(Collected data)
+===+

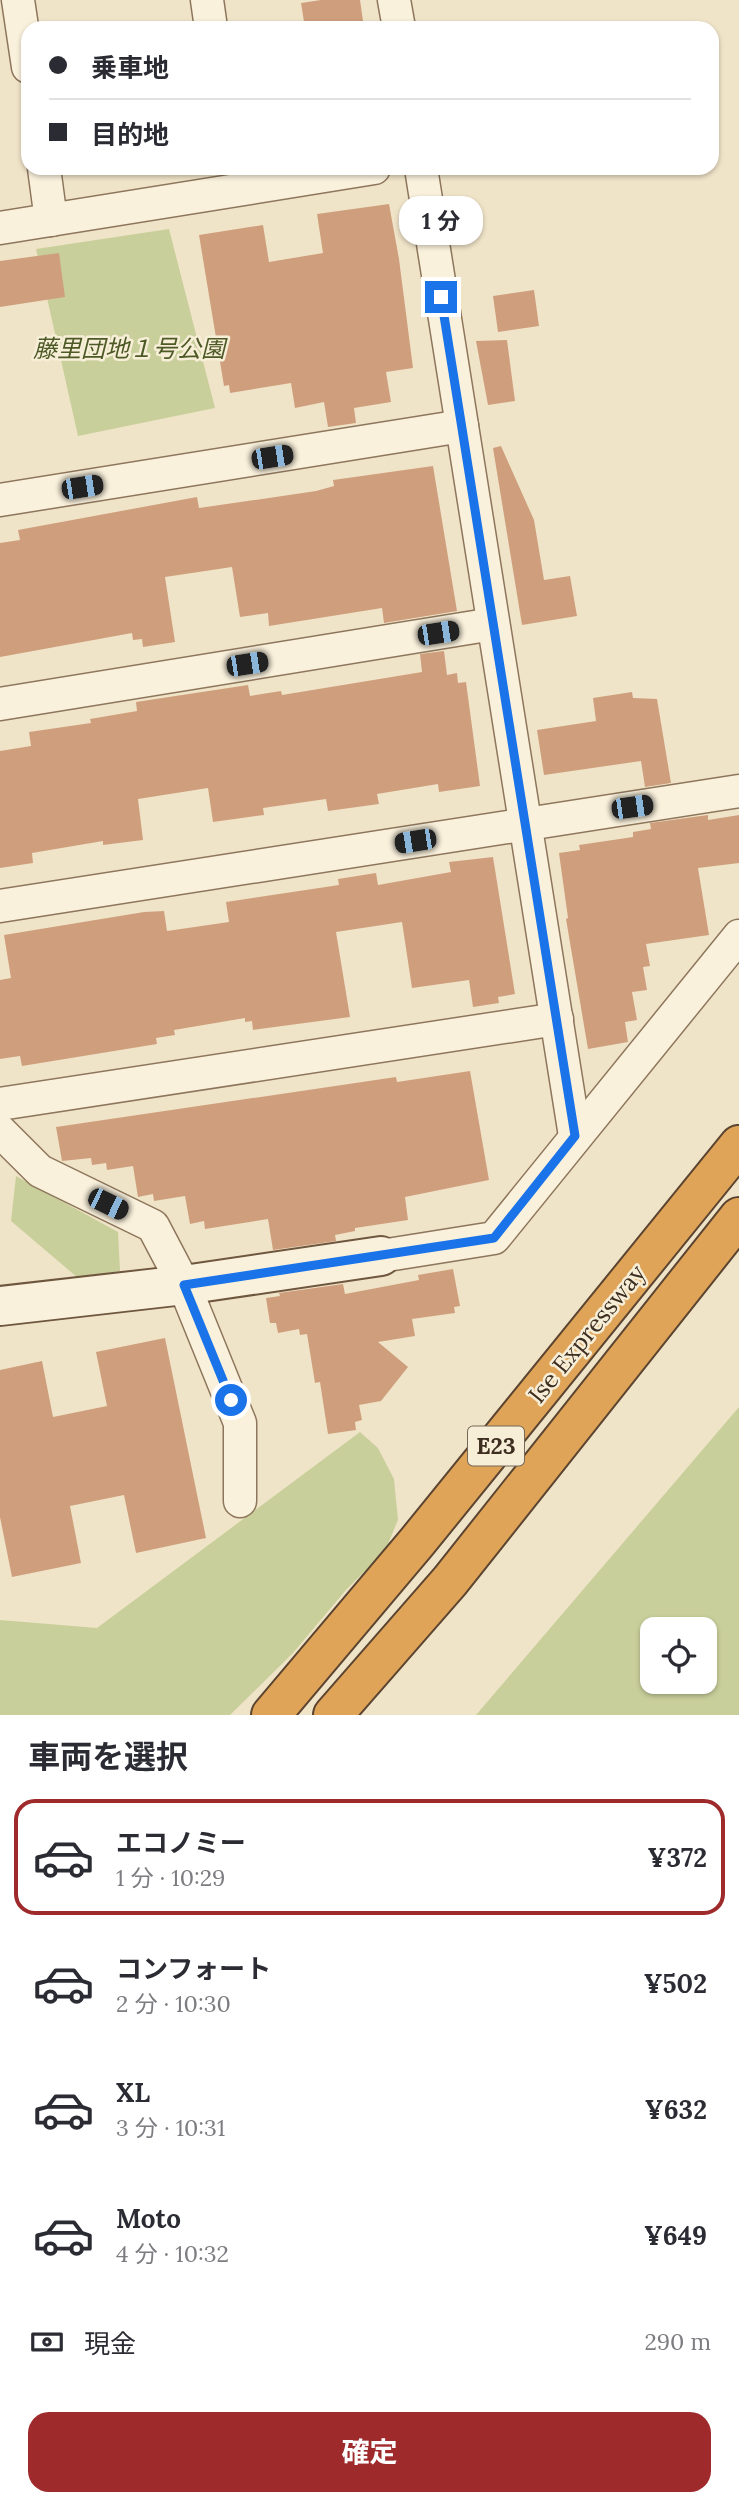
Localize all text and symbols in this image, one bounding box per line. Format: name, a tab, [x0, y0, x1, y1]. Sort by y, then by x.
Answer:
text: 乗車地	[91, 51, 169, 84]
text: 目的地	[91, 118, 169, 151]
callout: 1 分	[399, 196, 483, 244]
text: 1 分	[422, 206, 460, 235]
route end	[425, 281, 457, 313]
park label: 藤里団地１号公園	[33, 333, 228, 364]
car	[250, 443, 295, 471]
car	[60, 473, 105, 501]
car	[416, 619, 461, 647]
car	[225, 650, 270, 678]
car	[610, 794, 655, 820]
car	[393, 827, 438, 855]
car	[85, 1185, 132, 1223]
street label: Ise Expressway	[521, 1258, 652, 1409]
route start	[215, 1384, 247, 1416]
road number: E23	[468, 1427, 524, 1466]
map controls	[640, 1617, 717, 1694]
button: locate	[640, 1617, 717, 1694]
text: 車両を選択	[28, 1736, 188, 1777]
icon: car	[32, 1826, 95, 1889]
text: エコノミー	[116, 1826, 246, 1859]
text: ¥372	[648, 1841, 707, 1874]
text: 1 分 · 10:29	[116, 1863, 225, 1892]
icon: car	[32, 1952, 95, 2015]
text: コンフォート	[116, 1952, 271, 1985]
text: ¥502	[644, 1967, 707, 2000]
text: 2 分 · 10:30	[116, 1989, 231, 2018]
text: XL	[116, 2076, 150, 2109]
icon: car	[32, 2078, 95, 2141]
text: ¥632	[645, 2093, 707, 2126]
text: 3 分 · 10:31	[116, 2113, 225, 2142]
text: Moto	[116, 2202, 181, 2235]
icon: car	[32, 2204, 95, 2267]
text: ¥649	[644, 2219, 707, 2252]
text: 4 分 · 10:32	[116, 2239, 229, 2268]
icon: cash	[28, 2323, 66, 2361]
text: 現金	[84, 2327, 136, 2360]
text: 290 m	[644, 2327, 711, 2356]
button: 確定	[28, 2412, 711, 2492]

+===+

## WHAT TO PRODUCE
Please copy the data above character for character, skipping any pictures.

## ANSWER SPACE
Localize all text and symbols in this image, one bounding box per line. Format: name, a tab, [x0, y0, x1, y1]. Sort by y, then by x.
Answer:
text: 乗車地	[91, 51, 169, 84]
text: 目的地	[91, 118, 169, 151]
callout: 1 分	[399, 196, 483, 244]
text: 1 分	[422, 206, 460, 235]
route end	[425, 281, 457, 313]
park label: 藤里団地１号公園	[33, 333, 228, 364]
car	[250, 443, 295, 471]
car	[60, 473, 105, 501]
car	[416, 619, 461, 647]
car	[225, 650, 270, 678]
car	[610, 794, 655, 820]
car	[393, 827, 438, 855]
car	[85, 1185, 132, 1223]
street label: Ise Expressway	[521, 1258, 652, 1409]
route start	[215, 1384, 247, 1416]
road number: E23	[468, 1427, 524, 1466]
map controls	[640, 1617, 717, 1694]
button: locate	[640, 1617, 717, 1694]
text: 車両を選択	[28, 1736, 188, 1777]
icon: car	[32, 1826, 95, 1889]
text: エコノミー	[116, 1826, 246, 1859]
text: ¥372	[648, 1841, 707, 1874]
text: 1 分 · 10:29	[116, 1863, 225, 1892]
icon: car	[32, 1952, 95, 2015]
text: コンフォート	[116, 1952, 271, 1985]
text: ¥502	[644, 1967, 707, 2000]
text: 2 分 · 10:30	[116, 1989, 231, 2018]
text: XL	[116, 2076, 150, 2109]
icon: car	[32, 2078, 95, 2141]
text: ¥632	[645, 2093, 707, 2126]
text: 3 分 · 10:31	[116, 2113, 225, 2142]
text: Moto	[116, 2202, 181, 2235]
icon: car	[32, 2204, 95, 2267]
text: ¥649	[644, 2219, 707, 2252]
text: 4 分 · 10:32	[116, 2239, 229, 2268]
icon: cash	[28, 2323, 66, 2361]
text: 現金	[84, 2327, 136, 2360]
text: 290 m	[644, 2327, 711, 2356]
button: 確定	[28, 2412, 711, 2492]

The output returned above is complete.